There have been lots of posts floating around Bloggertown of late, describing autumnal rituals, activities and delights, like pumpkin picking, crunching leaves under the feet on a Sunday walk in the park, making hearty warming soups on a cold day or curling up by the fire wearing woolly socks. This autumn has been a nice one so far. After a disappointing summer (understatement!), October has exceeded expectations for me, giving us crisp, colder-than-average days, warmed with blazing sunshine against cornflower-blue skies. The trees have seemed to be even lovelier than usual too, with leaves in bright reds and oranges, mustard yellows and deep greens, sometimes all on the same tree. Perhaps the sunshine has highlighted the different hues to a greater degree, drawing my attention to their various complementary tones.
It may just be my perception, but it seems that in the US there are more distinct traditions for marking the seasons or holidays. It's a shame that here in the UK, there doesn't seem to be quite the same calendar of events, at least to the same degree. There is something rather lovely about observing the change in seasons, or any other positive landmarks, with rituals and traditions and fun things. It's a shame that some of these events have been hijacked by the world of marketing and commercialism, so that one feels compelled to ignore the event completely, rather than associate with the shallow and materialistic 'celebrations' they have become.Birthdays are a great celebration of life and age, and anniversaries also bring the opportunity to reflect on the past with thanksgiving. In a world and a time full of so much discontent and fragility, shouldn't we take as many opportunities as we can to celebrate and be thankful?
Whilst I am no fan of commercialised occasions that encourage us to spend money without meaning, I love the idea of family traditions, created to signpost special days, times, occasions and events. Families often spend so much time together that they can take it for granted and forget to cherish the special moments that make great memories. At the other extreme, families can spend so little time together that they often need big events in order to come together at all. While this may occur for joyous occasions, like a wedding, or at Christmas, there is the danger that it only happens during times of tragedy, like funerals.
I remember when I was a child, there was a particular residential road near my house that was lined on both sides with trees. It was a lovely, winding road, with pretty houses on either side and in the spring, the trees would flower with spectacular blossoms, in various shades of pink, peach and yellow. We would rarely drive down that road, because it wasn't really on a direct route to our house. But on a Sabbath after church, when all four of us were together and on our way home, if the weather was nice, we would take a mini detour especially to drive down that road, so we could appreciate the beauty of the blossoms. It was a tiny little ritual, one that wasn't even consciously carried out as a ritual, but it was a small event that we remembered as a family, which somehow marked the season of spring and the soon-coming of summer. We still remember it even now, and although it is an even rarer occurrence these days to drive down that street, if we're ever in the area during springtime, it's a detour we still love to take.Perhaps the unpredictability and instability of English weather prevents these traditions, hindering our ability to plan such events because we can't rely on the certainty of the seasons.
In early December last year, something had happened and I remember my Boy commenting that it was even more special because it coincided with the 'first snow of the year'. I guess in New York, where winter snow is pretty much guaranteed, or at least a high possibility, this is a regular occurrence.
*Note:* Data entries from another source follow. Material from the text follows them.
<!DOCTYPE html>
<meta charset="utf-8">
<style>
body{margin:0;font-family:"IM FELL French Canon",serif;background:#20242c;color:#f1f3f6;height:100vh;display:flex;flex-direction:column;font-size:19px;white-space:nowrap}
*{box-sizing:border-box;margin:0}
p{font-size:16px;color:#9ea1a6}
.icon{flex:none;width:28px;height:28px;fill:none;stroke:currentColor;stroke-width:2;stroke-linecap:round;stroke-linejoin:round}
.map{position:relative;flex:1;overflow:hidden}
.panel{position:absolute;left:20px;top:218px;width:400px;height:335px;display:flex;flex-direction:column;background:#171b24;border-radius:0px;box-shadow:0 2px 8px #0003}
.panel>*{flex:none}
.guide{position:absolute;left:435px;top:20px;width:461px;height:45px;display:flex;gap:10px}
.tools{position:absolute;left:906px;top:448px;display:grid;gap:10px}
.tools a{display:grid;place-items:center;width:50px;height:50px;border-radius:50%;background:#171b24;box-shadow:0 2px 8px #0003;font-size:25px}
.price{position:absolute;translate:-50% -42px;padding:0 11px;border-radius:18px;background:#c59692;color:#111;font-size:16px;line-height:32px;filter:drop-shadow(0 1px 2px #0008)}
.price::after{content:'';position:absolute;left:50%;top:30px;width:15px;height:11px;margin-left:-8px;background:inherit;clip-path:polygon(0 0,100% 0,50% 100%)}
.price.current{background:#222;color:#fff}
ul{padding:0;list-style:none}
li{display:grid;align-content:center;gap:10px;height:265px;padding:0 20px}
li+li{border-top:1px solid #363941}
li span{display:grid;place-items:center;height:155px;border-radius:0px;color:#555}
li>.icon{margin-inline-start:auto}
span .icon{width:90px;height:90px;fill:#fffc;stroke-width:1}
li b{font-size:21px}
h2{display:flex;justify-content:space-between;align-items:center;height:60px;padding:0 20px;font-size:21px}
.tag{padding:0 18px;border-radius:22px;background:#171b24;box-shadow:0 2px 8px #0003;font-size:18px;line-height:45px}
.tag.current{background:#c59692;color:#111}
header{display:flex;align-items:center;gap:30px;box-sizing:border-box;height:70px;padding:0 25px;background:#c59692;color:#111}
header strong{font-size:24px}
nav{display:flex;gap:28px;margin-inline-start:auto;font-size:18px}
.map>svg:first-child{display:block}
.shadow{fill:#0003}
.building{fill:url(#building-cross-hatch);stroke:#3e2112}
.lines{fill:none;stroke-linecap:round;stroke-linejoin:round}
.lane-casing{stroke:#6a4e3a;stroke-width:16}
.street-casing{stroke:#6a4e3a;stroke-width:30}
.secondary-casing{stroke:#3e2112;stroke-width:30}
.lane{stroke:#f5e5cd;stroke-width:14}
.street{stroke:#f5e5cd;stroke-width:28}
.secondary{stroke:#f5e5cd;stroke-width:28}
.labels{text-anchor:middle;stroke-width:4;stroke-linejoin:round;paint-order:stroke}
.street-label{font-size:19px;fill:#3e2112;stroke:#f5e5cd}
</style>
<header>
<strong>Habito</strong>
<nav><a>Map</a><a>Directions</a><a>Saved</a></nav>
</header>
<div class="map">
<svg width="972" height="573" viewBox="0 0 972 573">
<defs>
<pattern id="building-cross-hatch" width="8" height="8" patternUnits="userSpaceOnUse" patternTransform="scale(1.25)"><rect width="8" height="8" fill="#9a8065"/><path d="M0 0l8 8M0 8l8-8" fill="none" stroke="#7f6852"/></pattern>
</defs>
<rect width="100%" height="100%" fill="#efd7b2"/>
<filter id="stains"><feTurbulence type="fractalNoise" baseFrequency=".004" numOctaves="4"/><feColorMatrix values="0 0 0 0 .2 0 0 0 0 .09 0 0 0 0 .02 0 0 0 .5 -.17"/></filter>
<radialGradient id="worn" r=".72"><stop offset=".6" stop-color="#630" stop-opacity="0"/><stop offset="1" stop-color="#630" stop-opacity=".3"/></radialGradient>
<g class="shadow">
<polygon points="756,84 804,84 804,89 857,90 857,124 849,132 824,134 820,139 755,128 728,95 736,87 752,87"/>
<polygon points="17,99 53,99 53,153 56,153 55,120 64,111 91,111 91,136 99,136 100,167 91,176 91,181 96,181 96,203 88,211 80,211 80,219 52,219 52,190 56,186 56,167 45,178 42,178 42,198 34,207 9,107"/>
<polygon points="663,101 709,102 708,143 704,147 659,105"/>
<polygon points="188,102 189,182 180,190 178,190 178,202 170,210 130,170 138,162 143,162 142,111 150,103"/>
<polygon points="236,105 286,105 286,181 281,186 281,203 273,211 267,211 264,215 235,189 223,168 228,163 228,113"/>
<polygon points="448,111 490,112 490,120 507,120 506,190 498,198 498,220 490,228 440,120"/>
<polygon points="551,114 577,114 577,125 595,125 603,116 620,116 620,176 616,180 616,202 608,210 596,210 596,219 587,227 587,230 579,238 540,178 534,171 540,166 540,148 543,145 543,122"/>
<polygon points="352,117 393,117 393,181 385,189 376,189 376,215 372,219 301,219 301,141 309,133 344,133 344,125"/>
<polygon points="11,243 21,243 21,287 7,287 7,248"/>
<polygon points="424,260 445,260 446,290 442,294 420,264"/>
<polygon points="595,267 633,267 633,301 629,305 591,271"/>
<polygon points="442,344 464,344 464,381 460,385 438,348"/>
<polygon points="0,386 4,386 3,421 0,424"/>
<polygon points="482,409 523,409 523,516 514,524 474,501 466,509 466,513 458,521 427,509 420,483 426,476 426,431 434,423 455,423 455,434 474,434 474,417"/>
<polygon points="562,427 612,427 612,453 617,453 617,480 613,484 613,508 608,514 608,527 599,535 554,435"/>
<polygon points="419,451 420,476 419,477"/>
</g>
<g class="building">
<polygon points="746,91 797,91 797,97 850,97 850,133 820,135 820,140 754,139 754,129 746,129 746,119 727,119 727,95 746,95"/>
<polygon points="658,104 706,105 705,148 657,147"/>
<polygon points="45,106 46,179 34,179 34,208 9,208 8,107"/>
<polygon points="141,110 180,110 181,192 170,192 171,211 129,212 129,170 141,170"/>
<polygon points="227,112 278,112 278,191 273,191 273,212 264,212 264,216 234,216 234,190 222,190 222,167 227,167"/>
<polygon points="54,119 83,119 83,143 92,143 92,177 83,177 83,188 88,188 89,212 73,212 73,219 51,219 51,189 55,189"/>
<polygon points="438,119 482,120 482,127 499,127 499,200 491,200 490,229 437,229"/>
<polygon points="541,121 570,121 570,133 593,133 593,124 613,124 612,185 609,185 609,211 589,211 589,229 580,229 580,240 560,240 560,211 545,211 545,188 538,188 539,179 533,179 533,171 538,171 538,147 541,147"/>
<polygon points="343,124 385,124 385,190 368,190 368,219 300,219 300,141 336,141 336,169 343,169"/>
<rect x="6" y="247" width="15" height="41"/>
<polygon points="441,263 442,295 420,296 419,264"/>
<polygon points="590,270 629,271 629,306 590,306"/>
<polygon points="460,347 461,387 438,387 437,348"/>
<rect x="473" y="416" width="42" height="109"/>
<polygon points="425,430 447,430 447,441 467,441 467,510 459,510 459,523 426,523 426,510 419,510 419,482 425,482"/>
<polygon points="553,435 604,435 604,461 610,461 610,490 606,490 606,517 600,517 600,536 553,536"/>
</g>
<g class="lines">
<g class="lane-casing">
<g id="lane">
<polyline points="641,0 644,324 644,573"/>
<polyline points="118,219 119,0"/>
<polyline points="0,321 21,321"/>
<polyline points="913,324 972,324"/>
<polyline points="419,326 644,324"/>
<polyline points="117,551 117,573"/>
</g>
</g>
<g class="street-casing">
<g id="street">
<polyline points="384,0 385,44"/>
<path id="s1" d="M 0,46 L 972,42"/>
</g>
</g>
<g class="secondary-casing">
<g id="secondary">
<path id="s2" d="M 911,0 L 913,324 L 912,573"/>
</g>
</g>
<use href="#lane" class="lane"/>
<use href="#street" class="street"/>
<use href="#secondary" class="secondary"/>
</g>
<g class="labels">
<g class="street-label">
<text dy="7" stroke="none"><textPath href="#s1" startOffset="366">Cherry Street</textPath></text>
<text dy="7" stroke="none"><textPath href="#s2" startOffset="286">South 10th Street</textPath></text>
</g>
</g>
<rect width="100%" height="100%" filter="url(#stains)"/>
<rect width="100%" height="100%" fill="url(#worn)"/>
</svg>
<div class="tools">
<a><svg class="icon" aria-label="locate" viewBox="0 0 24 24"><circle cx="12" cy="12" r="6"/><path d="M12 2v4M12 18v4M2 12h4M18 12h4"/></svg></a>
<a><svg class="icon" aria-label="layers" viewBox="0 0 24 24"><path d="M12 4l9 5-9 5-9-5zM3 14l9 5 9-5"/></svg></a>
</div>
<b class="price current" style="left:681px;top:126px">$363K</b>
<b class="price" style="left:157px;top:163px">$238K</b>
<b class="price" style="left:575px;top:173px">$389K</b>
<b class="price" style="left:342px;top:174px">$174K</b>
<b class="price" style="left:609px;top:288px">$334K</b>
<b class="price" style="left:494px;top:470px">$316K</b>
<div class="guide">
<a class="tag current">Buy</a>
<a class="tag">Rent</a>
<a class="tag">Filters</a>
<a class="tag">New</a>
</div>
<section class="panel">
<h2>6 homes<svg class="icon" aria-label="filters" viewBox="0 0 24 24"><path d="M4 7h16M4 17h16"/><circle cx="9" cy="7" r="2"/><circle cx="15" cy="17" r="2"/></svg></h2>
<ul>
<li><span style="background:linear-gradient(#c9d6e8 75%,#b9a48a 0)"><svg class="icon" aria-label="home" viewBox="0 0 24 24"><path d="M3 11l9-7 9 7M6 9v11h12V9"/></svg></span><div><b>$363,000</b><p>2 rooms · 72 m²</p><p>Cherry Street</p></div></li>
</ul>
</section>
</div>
In London, we are lucky to get any snow, particularly snow when it is cold enough that it that actually settles. We can't plan to make our first snowman of the season, or go out to collect firewood or any of those adorable little outings that I may have picked up from schmaltzy American films.It seems that so many of our cultural quirks and traditions are dying out and being lost forever, which I think is rather sad. Some things should be remembered or marked in some way, however small, but I don't believe that we should all become obsessively ritualistic about this.
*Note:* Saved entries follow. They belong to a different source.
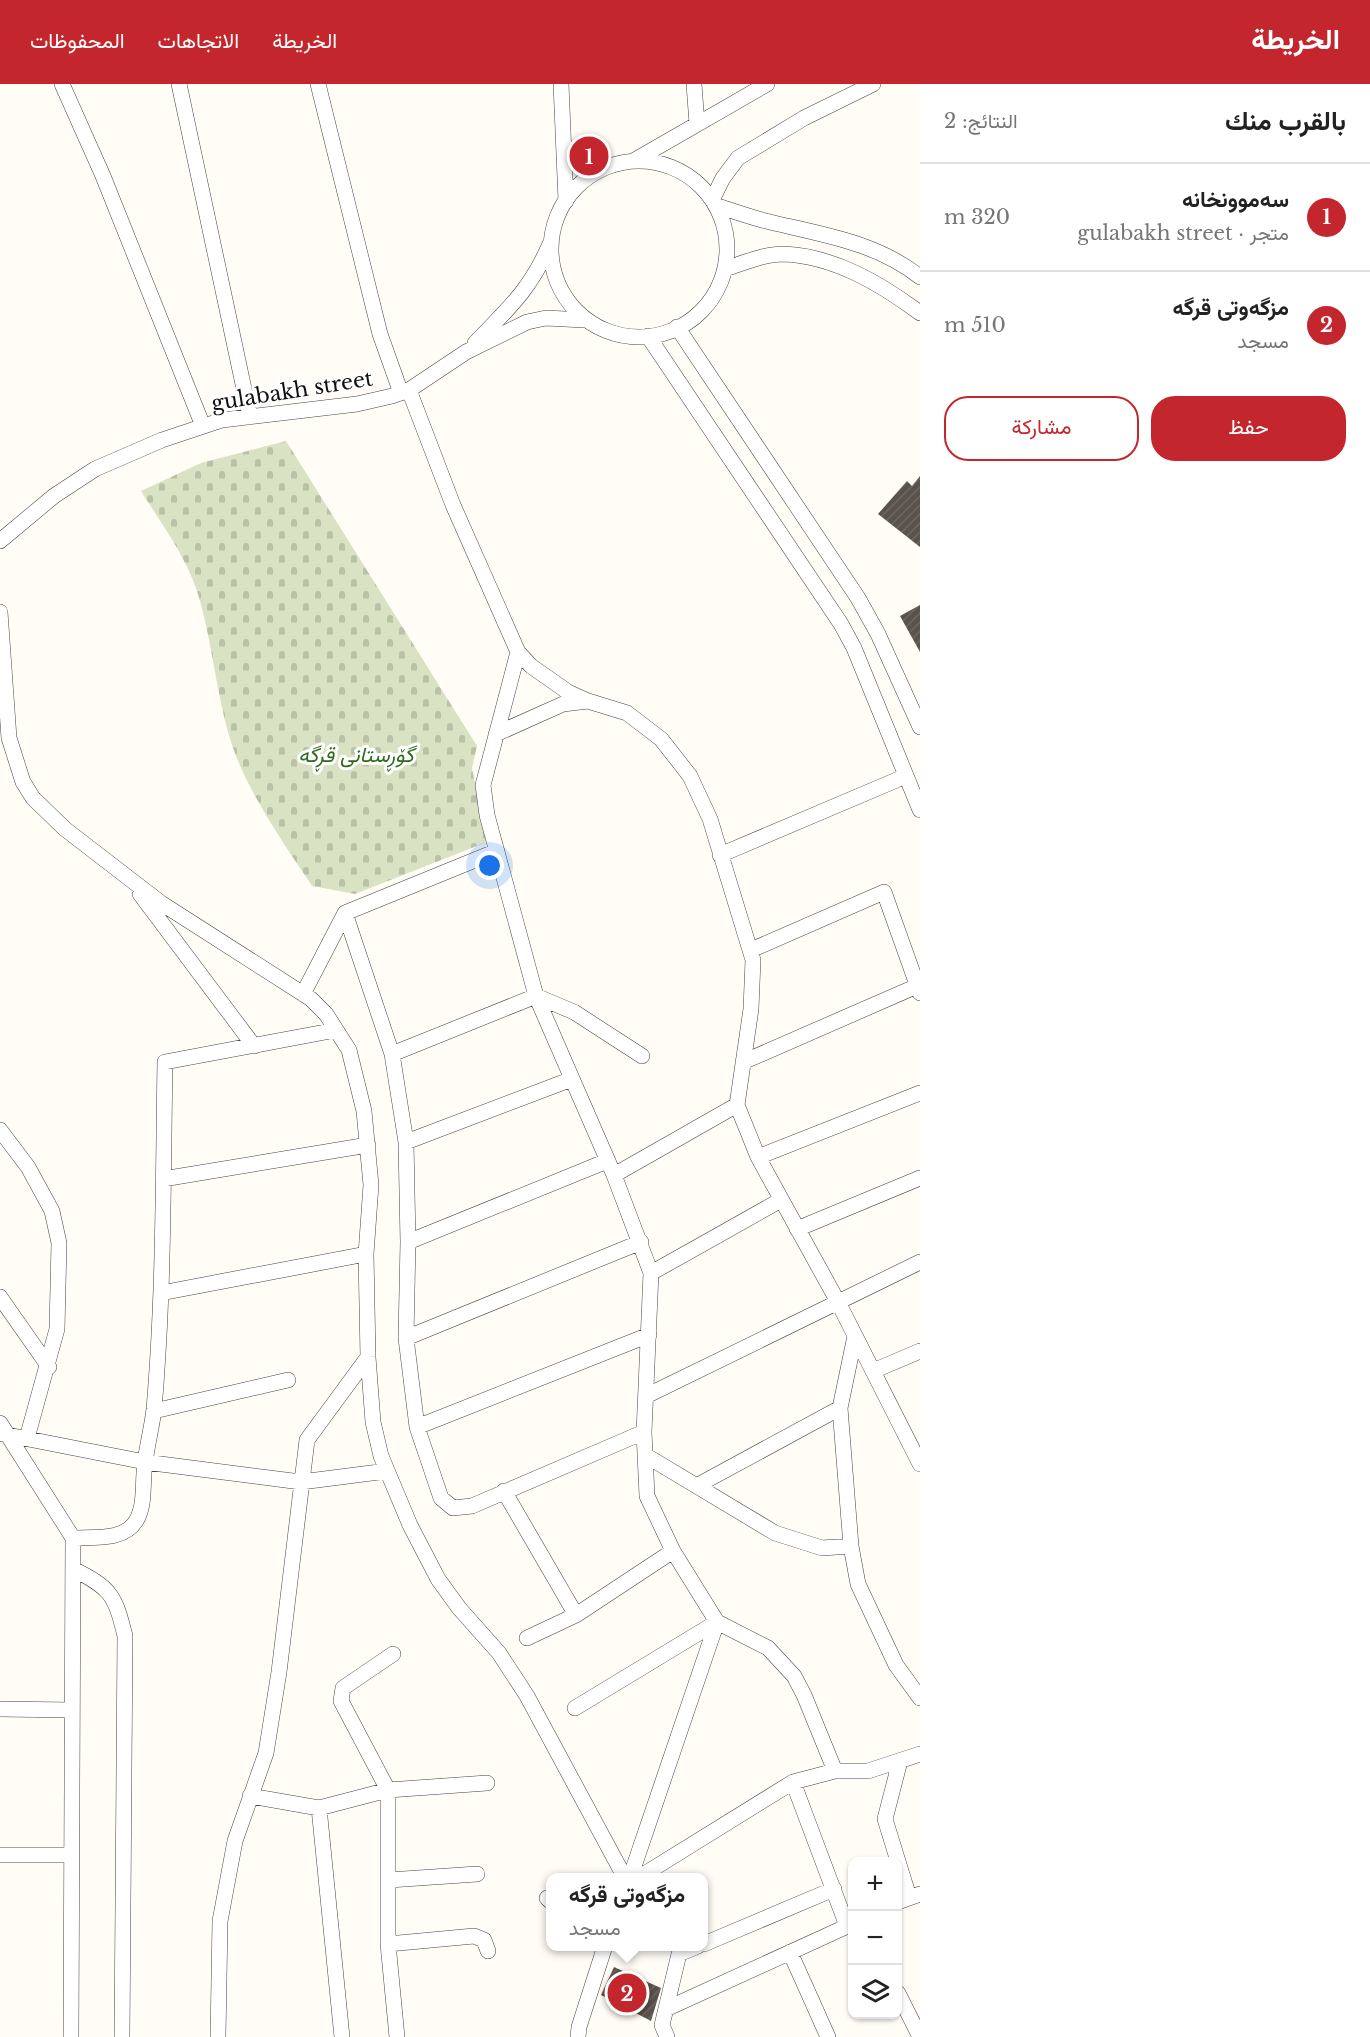 <!DOCTYPE html>
<html lang="ar">
<meta charset="utf-8">
<style>
body{margin:0;font-family:"Libre Baskerville",Vazirmatn,serif;background:#f2f2f2;color:#222;direction:rtl}
.controls{position:absolute;right:18px;bottom:18px;display:grid;overflow:hidden;border-radius:12px;box-shadow:0 2px 4px #0004}
.controls button{width:54px;height:54px;display:grid;place-items:center;padding:0;border:0;border-bottom:2px solid #e0e0e0;background:#fff;color:#222;font:30px sans-serif}
.you{position:absolute;left:490px;top:782px;width:21px;height:21px;margin:-15px;border:4px solid #fff;border-radius:50%;background:#1a73e8;box-shadow:0 0 0 9px #1a73e833}
.badge{display:grid;place-items:center;width:39px;height:39px;border-radius:50%;background:#c4262e;color:#fff;font-size:20px;font-weight:700}
.pin{position:absolute;translate:-50% -50%;border:3px solid #fff;box-shadow:0 2px 6px #0006}
.popup{position:absolute;left:546px;top:1789px;width:162px;height:78px;box-sizing:border-box;display:grid;place-content:center;border-radius:12px;background:#fff;filter:drop-shadow(0 2px 4px #0005);font-size:20px;white-space:nowrap;color:#767676}
.popup b{font-size:22px;color:#222}
.popup::after{content:'';position:absolute;left:50%;top:100%;margin-left:-12px;border:12px solid transparent;border-top-color:#fff}
.list{margin:0;padding:0;list-style:none}
h2{display:flex;justify-content:space-between;align-items:center;height:78px;margin:0;padding:0 24px;font-size:26px}
h2 small{font-size:20px;font-weight:400;color:#767676}
.list li{display:grid;grid-template-columns:39px 1fr auto;gap:18px;align-items:center;box-sizing:border-box;height:108px;padding:0 24px;border-top:2px solid #e0e0e0}
.list b{display:block;font-size:22px;white-space:nowrap}
.list p{margin:0;font-size:20px;white-space:nowrap;color:#767676}
.list em{font-size:20px;font-style:normal;color:#767676}
.actions{display:flex;gap:12px;padding:18px 24px}
.actions a{flex:1;padding:14px 0;border:2px solid #c4262e;border-radius:24px;text-align:center;font-size:21px;color:#c4262e}
.actions .main{background:#c4262e;color:#fff}
.icon{flex:none;width:33px;height:33px;fill:none;stroke:currentColor;stroke-width:2;stroke-linecap:round;stroke-linejoin:round}
.map{position:relative;flex:none;width:920px;height:1953px;overflow:hidden;direction:ltr}
header{display:flex;align-items:center;gap:36px;box-sizing:border-box;height:84px;padding:0 30px;background:#c4262e;color:#fff}
header strong{font-size:28px}
nav{display:flex;gap:33px;margin-inline-start:auto;font-size:21px}
main{display:flex}
aside{flex:1;background:#fff}
.map>svg:first-child{display:block}
</style>
<header>
<strong>الخريطة</strong>
<nav><a>الخريطة</a><a>الاتجاهات</a><a>المحفوظات</a></nav>
</header>
<main>
<aside>
<h2>بالقرب منك<small>النتائج: 2</small></h2>
<ul class="list">
<li><span class="badge">1</span><div><b>سەموونخانە</b><p>متجر · gulabakh street</p></div><em>320 m</em></li>
<li><span class="badge">2</span><div><b>مزگەوتی قرگە</b><p>مسجد</p></div><em>510 m</em></li>
</ul>
<div class="actions"><a class="main">حفظ</a><a>مشاركة</a></div>
</aside>
<div class="map">
<svg width="920" height="1953" viewBox="0 0 920 1953">
<defs>
<pattern id="cemetery-stones" width="16" height="16" patternUnits="userSpaceOnUse" patternTransform="scale(1.5)"><rect width="16" height="16" fill="#d9e3c4"/><path d="M2 7V4a2 2 0 0 1 4 0v3zM10 15v-3a2 2 0 0 1 4 0v3z" fill="#b9c2a7"/></pattern>
<pattern id="building-hatch" width="6" height="6" patternUnits="userSpaceOnUse" patternTransform="scale(1.5)"><rect width="6" height="6" fill="#5a524d"/><path d="M-1 1l2-2M0 6l6-6M5 7l2-2" fill="none" stroke="#6d6662"/></pattern>
</defs>
<rect width="100%" height="100%" fill="#fffdf5"/>
<!-- cemetery -->
<path fill="url(#cemetery-stones)" d="M286,357l191,305 -5,22 15,74 -132,52 -43,-8c-28,-42 -57,-83 -76,-130 -20,-53 -22,-111 -39,-165 -12,-36 -36,-68 -56,-100l60,-28z"/>
<!-- building -->
<path fill="url(#building-hatch)" d="M920,392v71l-42,-33 29,-33 5,5z
M920,521v47l-20,-36z
M614,1883l47,21 -10,33 -50,-26z"/>
<g fill="none" stroke-linecap="round" stroke-linejoin="round">
<defs>
<path id="minor" d="M62,0l41,92 100,250
M179,0l71,333
M318,0l62,250 21,59
M561,0l5,117
M694,0l3,40
M635,76l132,-76
M551 165a88 88 0 1 1 176 0a88 88 0 1 1-176 0Z
M712,116l11,-22 15,-20 66,-40 69,-34
M717,122c17,5 35,12 53,16 53,13 106,20 150,55
M725,185c18,-6 39,-15 59,-15 50,2 97,30 136,59
M677,243l181,271 20,36 42,93
M648,252l193,288 13,24 66,162
M475,259c34,-35 55,-53 75,-99
M409,306l44,115 65,147 -35,133 4,30 49,181 78,179 37,98 -7,159 3,64 26,55 44,71 51,26 26,28 10,19 31,76
M0,457l54,-45 41,-27 67,-29 60,-20 135,-16 35,-8 17,-6 57,-38 61,-30 19,-4 38,2
M0,528l9,126 14,44 10,16 32,31 96,74 150,96 15,15 23,36 15,61 7,74 -5,69 2,103 5,65 8,34 29,69 28,54 21,29 40,45 28,43 98,182
M518,568l13,14 37,26 20,9 39,12 34,26 29,37 20,43 43,141 -2,49 -14,96 21,52 80,145 82,162
M496,650l67,-30 25,-3
M720,771l186,-79
M140,810l114,152
M345,829l47,141 14,88 2,100 -2,96 11,89 24,71 12,10 19,-2 172,-74
M751,866l133,-58 36,101
M303,910l42,-81 152,-62
M392,970l144,-58 38,16 68,44
M743,978l174,-76
M0,1046l28,37 24,44 7,32 -2,86 -30,109
M406,1058l166,-63
M758,1073l162,-64
M614,1091l123,-70
M163,1095l205,-34
M797,1145l123,-51
M408,1158l199,-81
M651,1189l130,-73
M161,1209l205,-39
M0,1213l49,70
M855,1252l-15,72 11,138 7,38 38,81 24,33
M406,1254l235,-96
M873,1287l47,-20
M646,1312l274,-134
M154,1327l134,-31
M0,1339l73,115 -2,499
M417,1343l232,-92
M3,1350l142,28 156,20 86,-11
M645,1371l130,78 47,15 29,-2
M698,1401l142,-77
M504,1407l72,124
M73,1454c21,-1 51,3 63,-17 10,-16 6,-40 9,-58 2,-18 7,-36 9,-54 10,-115 9,-231 11,-347l171,-32
M73,1485c38,19 42,26 52,67l-3,401
M527,1554l49,-23 97,-64
M393,1570l-50,34 -2,13 47,89v154l9,93
M575,1624l142,-86
M0,1625l71,1
M900,1677l-15,58 24,78
M793,1698l54,144
M250,1712l69,12 69,-18 99,-7
M319,1724l23,229
M0,1771h71
M630,1794l87,-256
M638,1794l155,-96 42,-11h33l52,-17
M389,1796l88,-6
M547,1814l3,3
M898,1818l22,-8
M388,1860l86,-8 10,4 4,11
M704,1860l130,-55
M790,1868l38,85
M898,1909l22,44
M666,1925l186,-85
M218,1953l2,-116 15,-80 31,-88 13,-81 28,-232 61,-83
M578,1953l1,-10 26,-81
M667,1953l-5,-12 17,-71 19,-8"/>
</defs>
<!-- minor casing -->
<use href="#minor" stroke="#444" stroke-width="16"/>
<!-- minor -->
<use href="#minor" stroke="#fff" stroke-width="15"/>
</g>
<g text-anchor="middle" stroke-width="6" stroke-linejoin="round" paint-order="stroke">
<!-- street labels -->
<g font-size="21" fill="#111" stroke="#fff">
<text transform="translate(292 307) rotate(-9)" y="7">gulabakh street</text>
</g>
<!-- park labels -->
<g font-size="21" font-style="italic" fill="#2f6b1f" stroke="#fff">
<text x="356" y="678">گۆڕستانی قڕگە</text>
</g>
</g>
</svg>
<div class="controls">
<button>+</button>
<button>−</button>
<button><svg class="icon" aria-label="layers" viewBox="0 0 24 24"><path d="M12 4l9 5-9 5-9-5zM3 14l9 5 9-5"/></svg></button>
</div>
<div class="you"></div>
<div class="pin badge" style="left:589px;top:72px">1</div>
<div class="pin badge" style="left:627px;top:1909px">2</div>
<div class="popup"><b>مزگەوتی قرگە</b>مسجد</div>
</div>
</main>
There is always a danger that when we start the regular observance of an event with the use of a particular custom, it becomes a tradition that morphs into the observance of the act itself, losing all its original meaning. However, I love the small practices that signpost our little milestones throughout life. We all need something to break up the passage of time. These things don't have to be cultural or nationwide events. The erratic nature of our seasons could work in our favour, encouraging us to be more spontaneous. Why can't we create our own special ways of acknowledging the positive events in life, however insignificant they may seem to others? I've decided that I'm going to start creating my own mini celebrations, even if they are only celebrations-for-one to begin with. Maybe I'll be able to get my family and friends to join me in a few. One day I may even have my own little family that I can create more new traditions for and with. Why not start your own, too?